Benjamin Jones and Josh Lerner, editors
Entrepreneurship and innovation are widely recognized as key drivers of economic dynamics and long-term prosperity. This series communicates new findings about the determinants and impacts of entrepreneurial and innovative activity across the economy.
In the first paper, Joseph Barberio, Jacob Becraft, Zied Ben Chaouch, Dimitris Bertsimas, Tasuku Kitada, Michael Li, Andrew Lo, Kevin Shi, and Qingyang Xu measured incentives for pharmaceutical companies to develop vaccines against future diseases and of investments are recorded. Risk, low expected return, rarity of pandemics, etc. They analyze a portfolio approach to funding vaccine research.
Next, Daniel Hemmel and Lisa Larimore-Oulet discuss the trade-offs between quality, price, and access that occur after generic drug patents expire, and explore the implications of these trade-offs for regulatory policy.

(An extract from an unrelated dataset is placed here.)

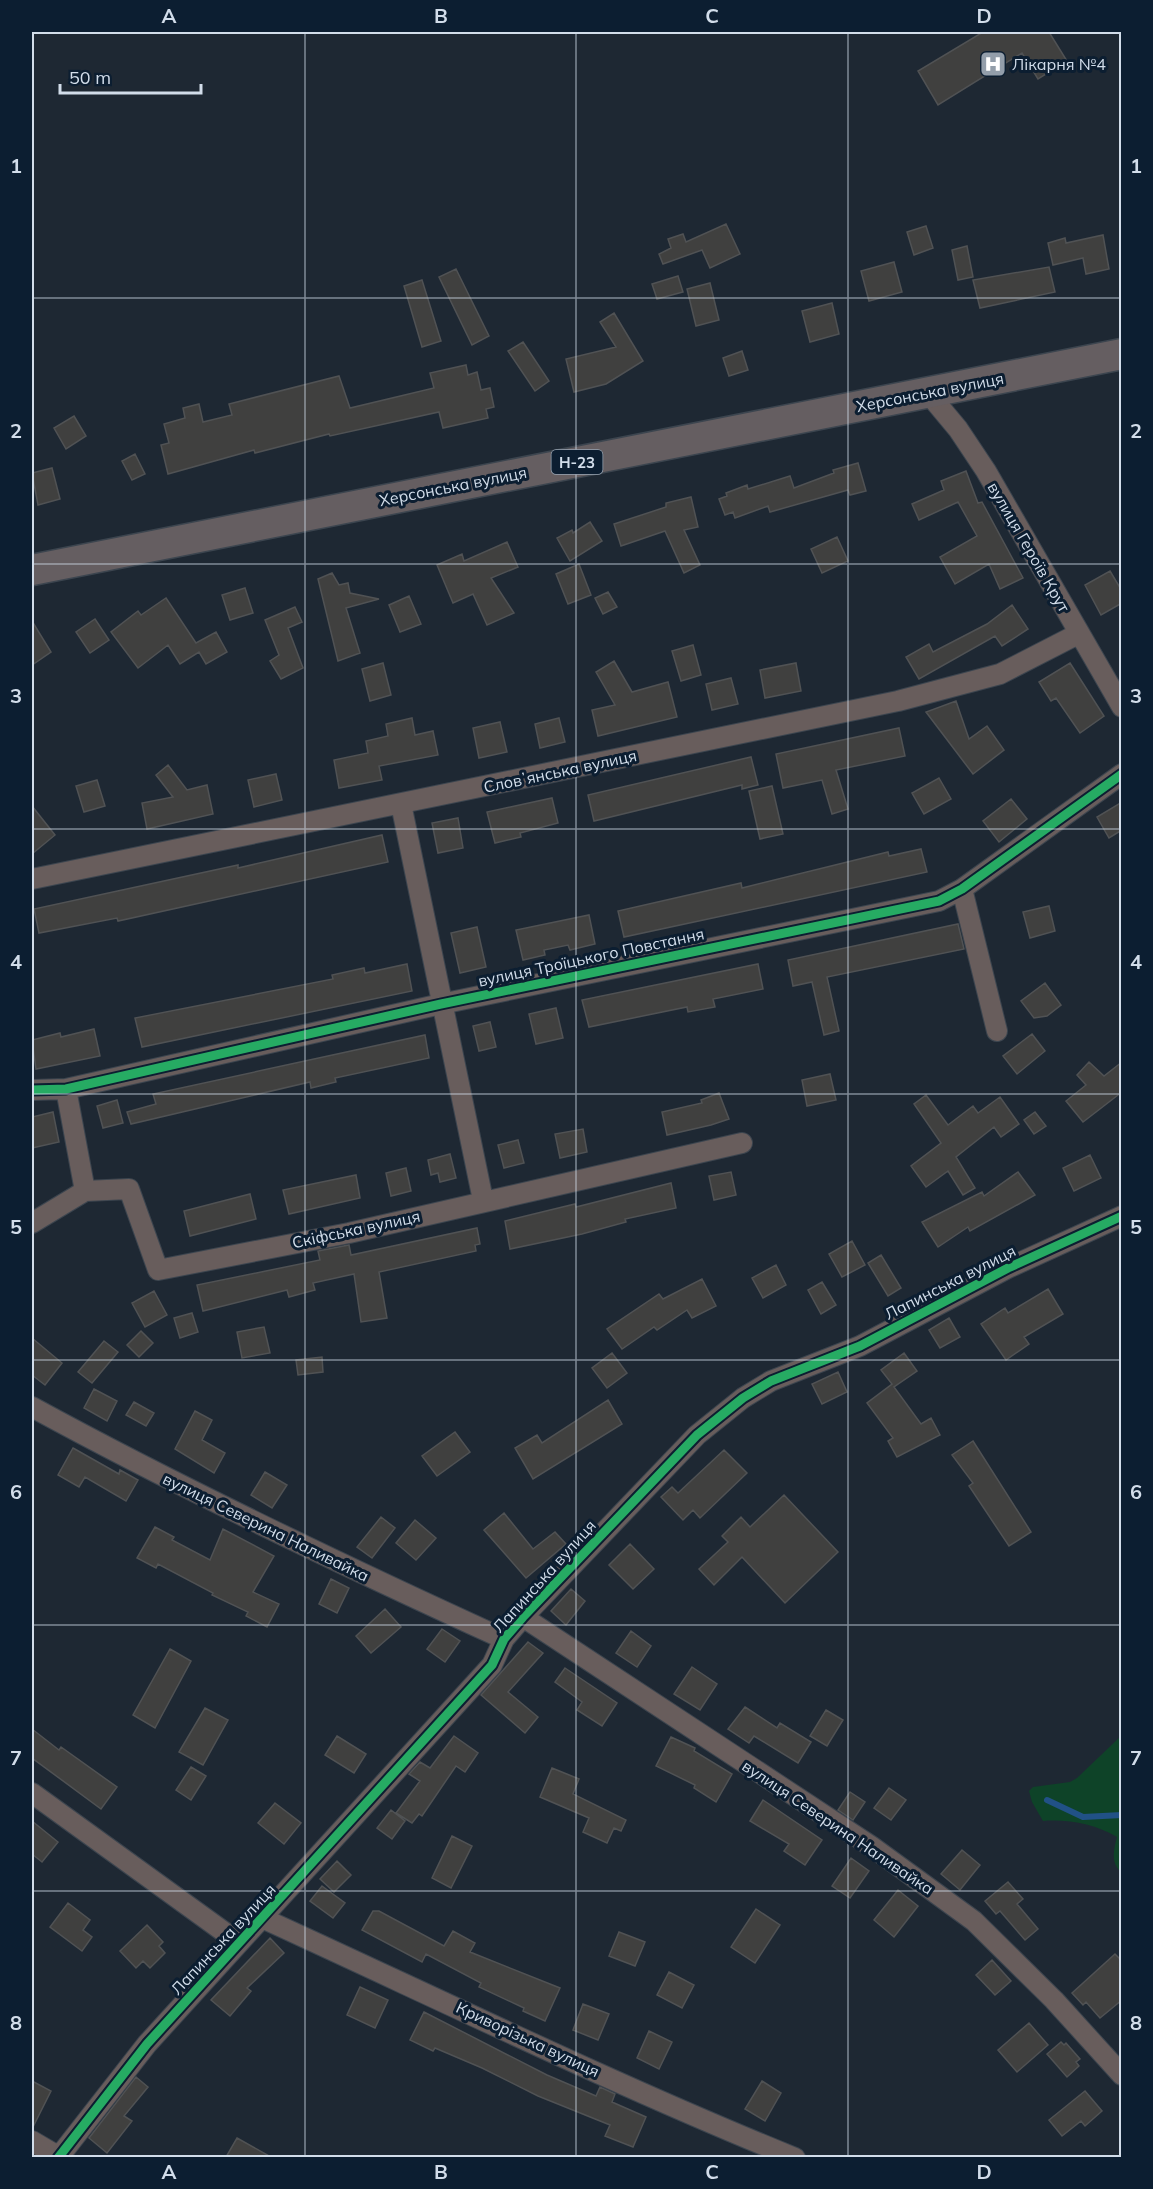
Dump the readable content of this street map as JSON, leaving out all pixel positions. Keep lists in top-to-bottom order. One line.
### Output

A third paper, by Silvia Dalla Fontana and Ramana Nanda, explores the role of patents in the transition to a decarbonized world. The researchers found that “net-zero patents” are near the frontier of science, yet receive low levels of funding from venture capitalists due to the difficulty of commercializing inventions.
Jacqueline Press explores the impact of corporate divestments on innovation in carbon-intensive businesses and finds that investing in companies and engaging in green corporate governance practices is more green than divestment. It concludes that it has the potential to induce innovation.
Second, Robert Fairey and David Robinson argue that black-owned innovation-intensive businesses start small and do not converge over time with comparable businesses owned by members of other groups. I discovered. They attribute this not only to differences in access to bank loans, but also to ‘soft information’ that can be important in the entrepreneurial process.
Finally, Jonathan Gruber, Simon Johnson, and Enrico Moretti consider the regional concentration of innovative activity in the United States, finding that while concentration of activity offers short-term advantages, more dispersed innovation clusters, including: There may be long-term benefits, he said. Fairness, industrial diversification, human resource development.